フィンランド人はヨーロッパの中でも衣服に最もお金をかけない国民だと思います。流行っているからたくさん買うというよりは、着心地の良さ、長持ちするものを求めます。

また、ご存知のように、フィンランドはどちらかというと気候が厳しく、冬が長い。洋服というものは私たちにとって身を覆うもの、あたたかくなければならないんです(笑)。そいうことをいろいろ踏まえると、制限があるんですよね。

たくさんの若手ファッションデザイナーがいますが、国内で自分のブランドを立ち上げるというよりは、海外の大手のデザインハウスに所属しています。なぜなら、自ら国内でブランドを立ち上げるととても高くつくので資金が必要。さらにはフィンランドの人口が少なく、マーケットシェアが小さいという2つの理由があります。
 
   
   
北欧区:素敵なワンピースをお召しのアンナさん!アンナさんのお気に入り、またはおすすめのフィンランドファション・ブランドはありますか?もしあれば、教えてください。

アンナ夫人: マリメッコをたくさん着ます。オフィシャルにもプライベートにもよく着ますよ。

北欧区:おお!やはりフィンランドといえばマリメッコなんですね。国民的なブランドですが、でもなぜ、マリメッコがお好きなんですか?

アンナ夫人:マリメッコの考えすべてが好きなんです。①提案しているライフスタイル②考え方③マリメッコを身につけることで幸せになる、ということ。

私たちの生活の中にしっくりとフィットしてくれる洋服です。自分自分を変えず、背伸びする必要もない。自然と娘とも似たようなスタイルになったりしますね。そういうマリメッコの精神が好きです。

北欧区:肩肘張らずに、自分自身でいられるファッション、ということで広く愛されているんですね。

アンナ夫人:私のお気に入りは、元マリメッコのデザイナーで今は自分のブランド( Samuji)を立ち上げているSamu-Jussi Koski。靴デザイナーのJuha Tarsala。彼の靴はよく公的な場所に履いていきます。彼の靴にたくさんのお金をかけていますね(笑)あと、イブニングドレスやパーティー用のドレスはJanne Renvallが手がけたものを着ます。
     


この日のワンピースは
Samu-Jussi Koski氏、
靴はJuha Tarsala
デザインによるものだとか。
 





 
   
   
北欧区:フィンランドではいま、おしゃれなエコ&リサイクルショップが増えてきていると耳にします。たとえば、フィンランド人がデザインし、運営しているCaring Handsというフェアトレードアクセサリーが登場するなど、フィンランドで発展途上国をサポートする”フェアトレード” 、公共的な”ソーシャルデザイン”が活発な社会的背景などを教えてください。  
   
アンナ夫人:北欧では、物を大切にするライフスタイルを小さい頃から教えられます。日本にもありますが、「もったいない」という考えがあります。

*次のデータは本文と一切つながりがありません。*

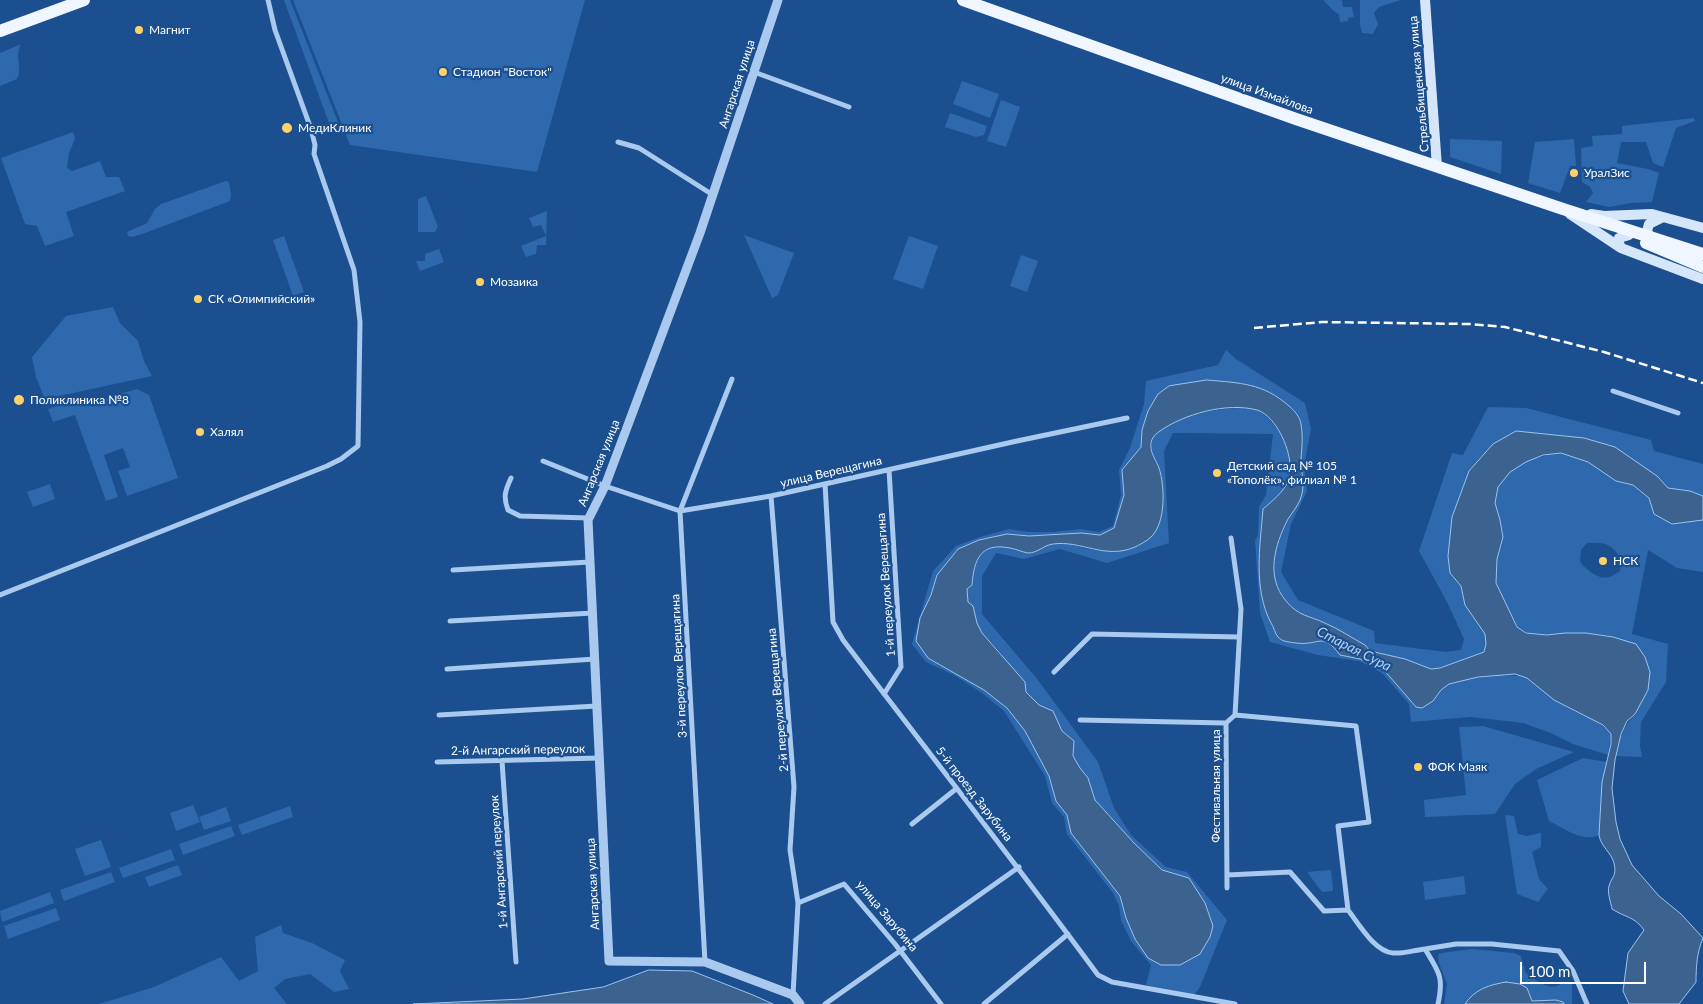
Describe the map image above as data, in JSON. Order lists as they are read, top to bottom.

フィンランド政府は70年代から消費者に対して教育をしてきました。買うときに、いろんなものを“選んで買える”という教育です。たとえばフィンランド産にはフィンランドの小さな旗のマークをつけたり、オーガニックであるというマークをつけたり、地球温暖化ガスをあまり発生しない作り方で作られたものだったりと、長年の歳月をかけて、国の広報誌や民間の新聞・雑誌に掲載して“啓蒙”してきました。持続可能な漁業や林業などにつながる商品だったり、何がどういうふうに出来ているとか、どういうふうに買えばよいかなどを私達は良く知っています。

そうです、循環型の考え方です。こういう考え方を教育するのは、何十年もかかると思います。ものを買う、消費するというのはドミノエフェクト。一つのもののライフサイクルを考えて買います。買ったものは以前は何だったか、廃棄した後は何に使われるのだろうかという考え方です。きっと日本ではまだ新しいと思います。始まったばかりの考え方だと思います。この何十年間、これはフィンランドでとても成功している面だと思います。
 
   
北欧区:日本でもかつてありましたよね、もったいない精神。残念ながら大量生産&大量消費国となってしまいました・・・。
 
   
アンナ夫人:日本が経済大国第3位になれたのは、国民が大量に消費してきた背景が大きいと思います。消費をすることと、持続する経済との両立は可能だと思いますよ。バランスがとれなければならないと思います。
 
   
   
北欧区:今年はフィンランドの大きな巡回展「フィンランドのくらしとデザイン展」が開催されますね。マリメッコというメジャーブランドの展示のほかに、販売の方では、まだあまり知られていないフィンランドのデザイナーが手かげたジュエリーも並んでいます。フィンランドのファッションジュエリーはまだ日本では多く見かけないですが、日本で紹介されるということをどのように感じていらっしゃいますか?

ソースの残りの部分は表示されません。